Pour une autre place Cockerill

« Place Cockerill
» veut notamment que la rampe d’accès à la passerelle ne soit pas supprimée au profit d’un escalier. © Michel Tonneau
« Place Cockerill » veut notamment que la rampe d’accès à la passerelle ne soit pas supprimée au profit d’un escalier. © Michel Tonneau - TONNEAU

Soumis actuellement à enquête publique, le projet d’aménagement de la place Cockerill et du quai sur Meuse situé devant la Grand Poste va-t-il réellement améliorer la mobilité et les espaces publics ?

«  Clairement non  », déclare la plateforme « Place Cockerill » créée par une dizaine de commerçants (PAX, Al Binète, La Diode…), des riverains, le Gracq, l’ASBL Urbagora et rejointe par la faculté d’architecture de l’ULg. À grand renfort de site internet, d’affiches et de rencontre-débat (1), le collectif monte au créneau pour dénoncer un «  projet décevant qui sacrifie l’espace public au profit du privé, augmente l’emprise des espaces dédiés à l’automobile en surface et rend plus difficile l’accès à la passerelle cyclo-piétonne, lien indispensable entre le centre-ville et Outremeuse  ».

Pour rappel, le projet qui fait aujourd’hui l’objet d’une demande de permis par le consortium privé Galiliège consiste en la construction d’un parking souterrain de 400 emplacements sous la place Cockerill et le réaménagement des espaces publics en surface, depuis la rue de l’Etuve jusqu’au Quai sur Meuse.

Premier constat : les deux accès aux parkings souterrains nécessitent deux voire trois bandes de circulation. C’est ainsi qu’au pied de la passerelle, un espace large de six bandes de circulation réduit les espaces publics et entraîne la suppression de la rampe d’accès à la passerelle au profit d’un escalier de 24 marches.

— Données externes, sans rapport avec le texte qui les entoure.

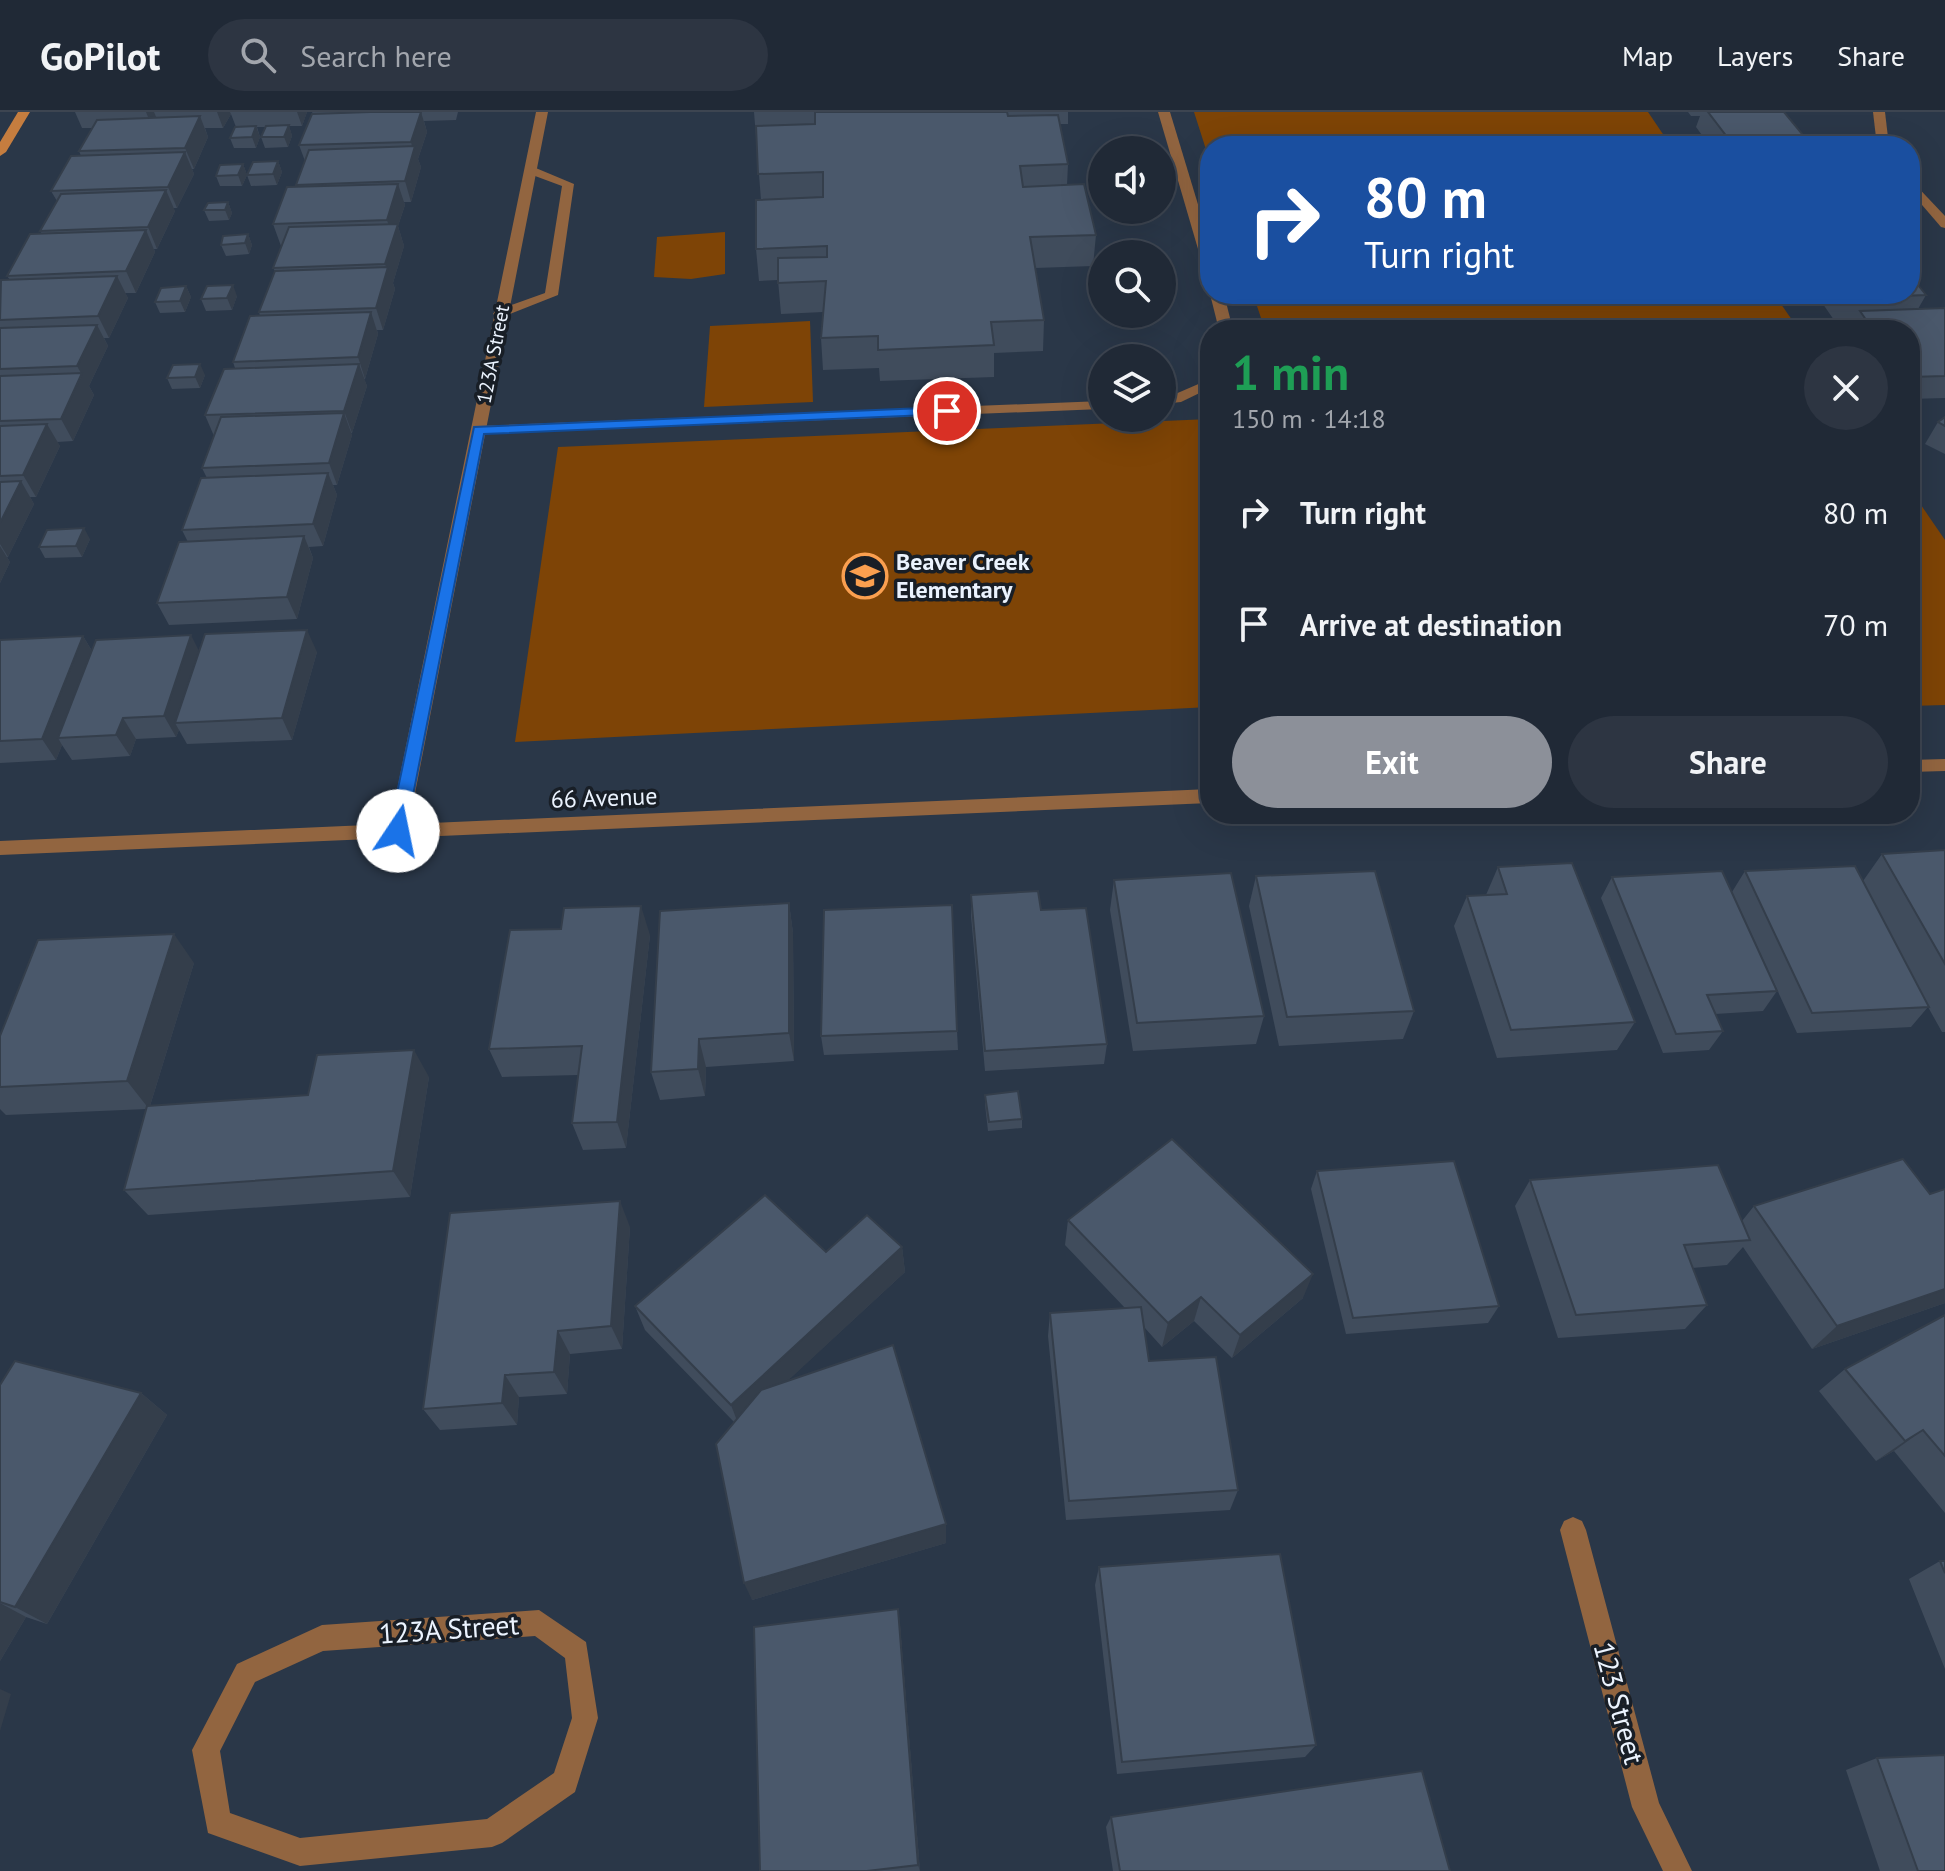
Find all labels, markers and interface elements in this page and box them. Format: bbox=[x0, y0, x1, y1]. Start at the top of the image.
search box bbox=[208, 19, 768, 91]
text: GoPilot bbox=[40, 31, 160, 80]
icon: search bbox=[236, 33, 280, 77]
text: Search here bbox=[300, 36, 452, 75]
text: Map bbox=[1622, 37, 1673, 74]
text: Layers bbox=[1717, 37, 1793, 74]
text: Share bbox=[1837, 37, 1905, 74]
map controls bbox=[1088, 136, 1176, 432]
button: sound bbox=[1088, 136, 1176, 224]
text: 80 m bbox=[1364, 161, 1487, 233]
icon: right bbox=[1232, 168, 1336, 272]
text: Turn right bbox=[1364, 231, 1514, 278]
button: search bbox=[1088, 240, 1176, 328]
street label: 123A Street bbox=[471, 302, 515, 406]
text: 1 min bbox=[1232, 341, 1349, 403]
button: layers bbox=[1088, 344, 1176, 432]
button: close bbox=[1804, 346, 1888, 430]
pin bbox=[913, 377, 981, 445]
icon: arrive bbox=[925, 389, 969, 433]
text: 150 m · 14:18 bbox=[1232, 402, 1386, 435]
icon: right bbox=[1232, 490, 1276, 534]
text: Turn right bbox=[1300, 493, 1426, 532]
text: 80 m bbox=[1823, 493, 1888, 532]
place label: Beaver Creek Elementary bbox=[896, 546, 1030, 605]
school or university icon: Beaver Creek Elementary bbox=[841, 552, 889, 600]
icon: arrive bbox=[1232, 602, 1276, 646]
text: Arrive at destination bbox=[1300, 605, 1562, 644]
text: 70 m bbox=[1823, 605, 1888, 644]
button: Exit bbox=[1232, 716, 1552, 808]
button: Share bbox=[1568, 716, 1888, 808]
street label: 66 Avenue bbox=[550, 780, 658, 815]
position arrow bbox=[356, 789, 440, 873]
street label: 123A Street bbox=[378, 1605, 521, 1652]
street label: 123 Street bbox=[1585, 1638, 1654, 1768]

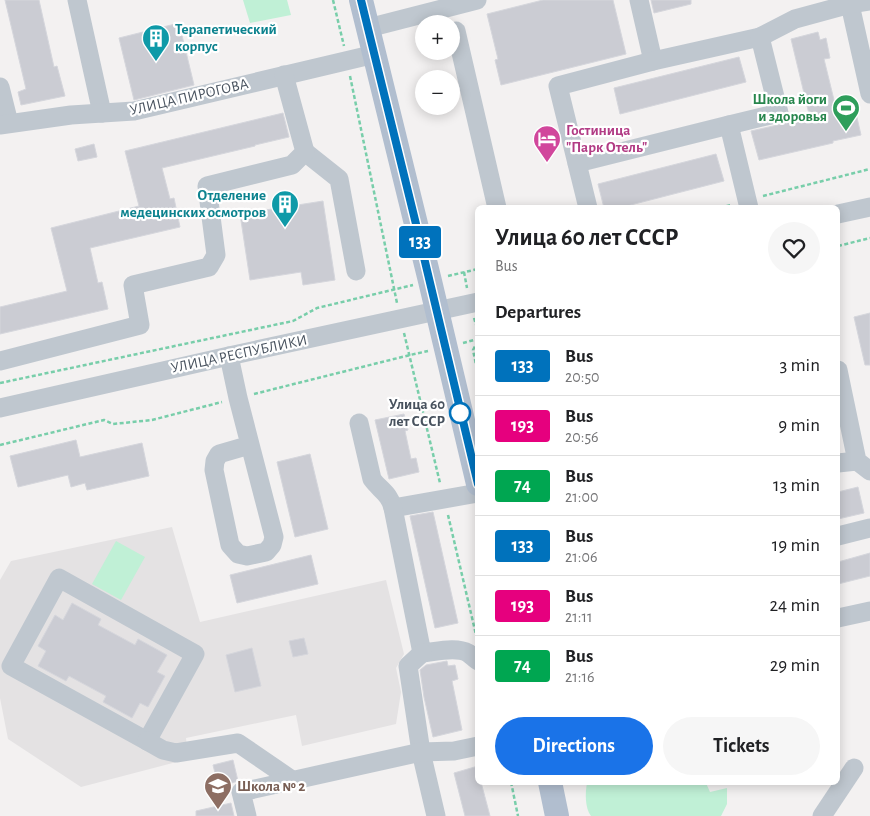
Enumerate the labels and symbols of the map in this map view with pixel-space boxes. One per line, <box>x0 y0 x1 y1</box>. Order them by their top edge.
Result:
place label: Терапетический корпус <box>175 22 277 54</box>
building icon: Терапетический корпус <box>141 23 171 62</box>
street label: УЛИЦА ПИРОГОВА <box>128 76 250 118</box>
place label: Школа йоги и здоровья <box>752 92 827 124</box>
sports icon: Школа йоги и здоровья <box>831 93 861 132</box>
place label: Гостиница "Парк Отель" <box>566 123 647 155</box>
hotel icon: Гостиница "Парк Отель" <box>532 124 562 163</box>
place label: Отделение медецинских осмотров <box>120 188 266 220</box>
building icon: Отделение медецинских осмотров <box>270 189 300 228</box>
line badge: 133 <box>391 226 449 258</box>
street label: УЛИЦА РЕСПУБЛИКИ <box>169 332 309 376</box>
place label: Улица 60 лет СССР <box>389 397 445 429</box>
marker: Улица 60 лет СССР <box>449 402 471 424</box>
school or university icon: Школа № 2 <box>203 771 233 810</box>
place label: Школа № 2 <box>237 779 305 794</box>

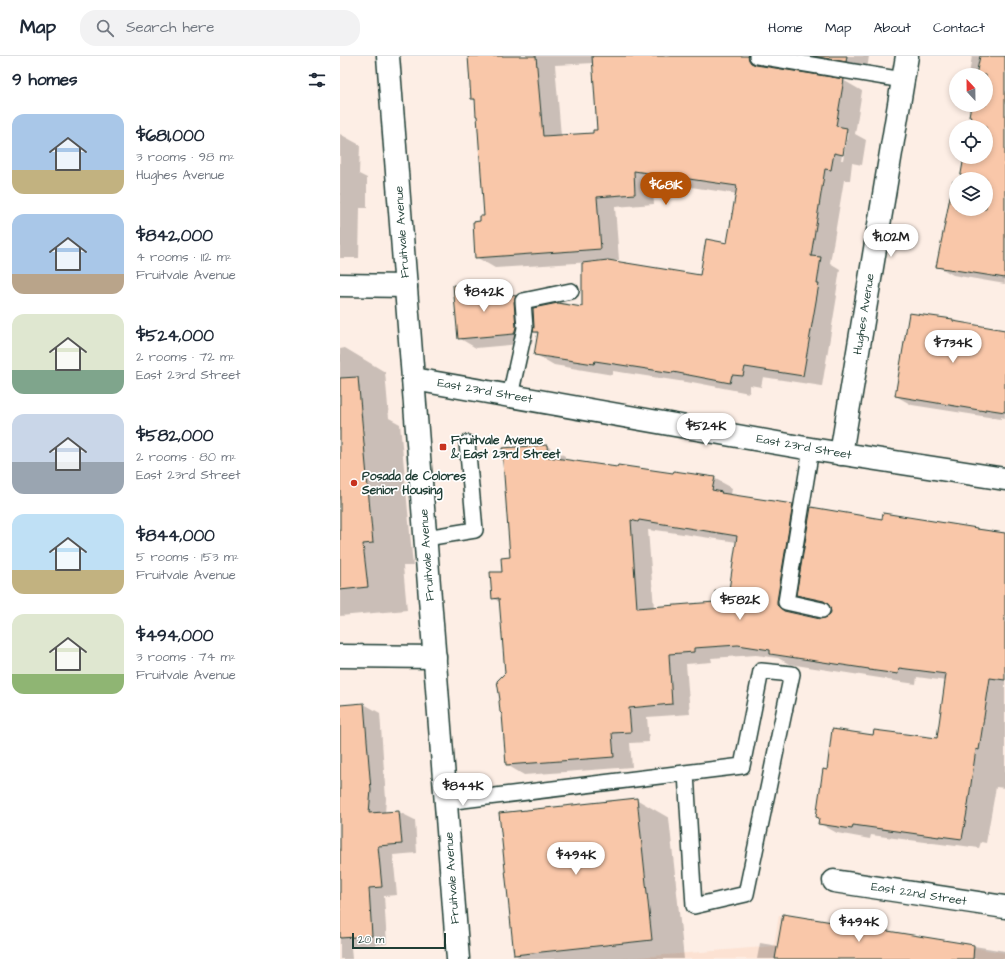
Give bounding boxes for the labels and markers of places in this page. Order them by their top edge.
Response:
pin: $681K [638,172,694,206]
pin: $1.02M [858,224,924,258]
pin: $842K [456,279,512,313]
pin: $734K [925,330,981,364]
pin: $524K [678,413,734,447]
place label: Fruitvale Avenue & East 23rd Street [450,432,560,463]
marker: Fruitvale Avenue & East 23rd Street [438,442,448,452]
place label: Posada de Colores Senior Housing [361,468,466,501]
marker: Posada de Colores Senior Housing [349,478,359,488]
pin: $582K [712,587,768,621]
pin: $844K [435,773,491,807]
pin: $494K [548,842,604,876]
pin: $494K [831,909,887,943]

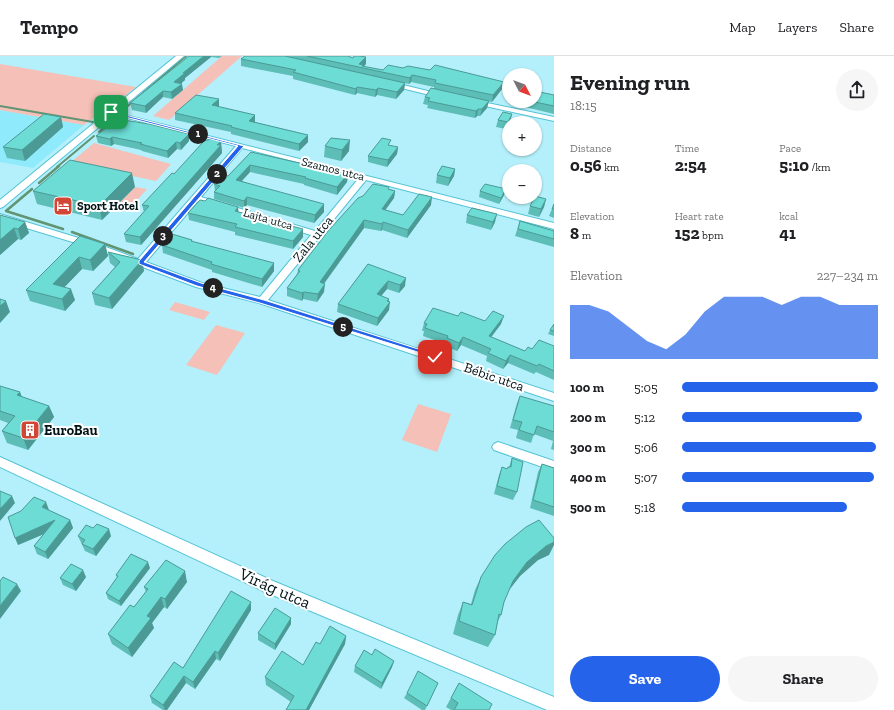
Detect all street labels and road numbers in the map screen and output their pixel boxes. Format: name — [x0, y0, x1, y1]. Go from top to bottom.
street label: Szamos utca — [300, 154, 366, 184]
street label: Lajta utca — [241, 205, 295, 234]
street label: Zala utca — [289, 212, 337, 266]
street label: Bébic utca — [462, 359, 526, 395]
street label: Virág utca — [235, 563, 314, 613]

Les cyclistes et PMR venant d’Outremeuse devraient dès lors emprunter une nouvelle rampe d’accès de 8 % de déclivité dont la largeur est réduite de moitié et qui présente un virage à 180º et un autre de 90º. Ensuite, ils devraient traverser à deux reprises trois bandes de circulation pour rejoindre la rue de la Régence qui mène au centre-ville.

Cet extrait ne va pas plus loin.